# TO DO
With no edits of any kind, print each record that follows.
*** Opening AVAILABLE RECORDS ***
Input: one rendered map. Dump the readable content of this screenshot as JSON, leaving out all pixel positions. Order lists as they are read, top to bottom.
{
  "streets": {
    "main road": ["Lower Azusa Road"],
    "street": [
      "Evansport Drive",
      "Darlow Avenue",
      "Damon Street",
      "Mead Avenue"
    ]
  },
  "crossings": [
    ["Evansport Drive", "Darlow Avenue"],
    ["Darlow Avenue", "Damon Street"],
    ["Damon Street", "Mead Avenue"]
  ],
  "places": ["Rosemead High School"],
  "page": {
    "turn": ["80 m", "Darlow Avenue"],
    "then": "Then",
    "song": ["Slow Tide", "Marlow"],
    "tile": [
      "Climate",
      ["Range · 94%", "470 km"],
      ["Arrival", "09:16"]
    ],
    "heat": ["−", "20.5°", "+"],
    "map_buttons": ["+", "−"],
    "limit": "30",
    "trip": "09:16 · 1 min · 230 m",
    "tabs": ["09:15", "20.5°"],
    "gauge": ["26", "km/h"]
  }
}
*** Closing AVAILABLE RECORDS ***
# RESULT
Input: one rendered map. Dump the readable content of this screenshot as JSON, leaving out all pixel positions. Order lists as they are read, top to bottom.
{
  "streets": {
    "main road": ["Lower Azusa Road"],
    "street": [
      "Evansport Drive",
      "Darlow Avenue",
      "Damon Street",
      "Mead Avenue"
    ]
  },
  "crossings": [
    ["Evansport Drive", "Darlow Avenue"],
    ["Darlow Avenue", "Damon Street"],
    ["Damon Street", "Mead Avenue"]
  ],
  "places": ["Rosemead High School"],
  "page": {
    "turn": ["80 m", "Darlow Avenue"],
    "then": "Then",
    "song": ["Slow Tide", "Marlow"],
    "tile": [
      "Climate",
      ["Range · 94%", "470 km"],
      ["Arrival", "09:16"]
    ],
    "heat": ["−", "20.5°", "+"],
    "map_buttons": ["+", "−"],
    "limit": "30",
    "trip": "09:16 · 1 min · 230 m",
    "tabs": ["09:15", "20.5°"],
    "gauge": ["26", "km/h"]
  }
}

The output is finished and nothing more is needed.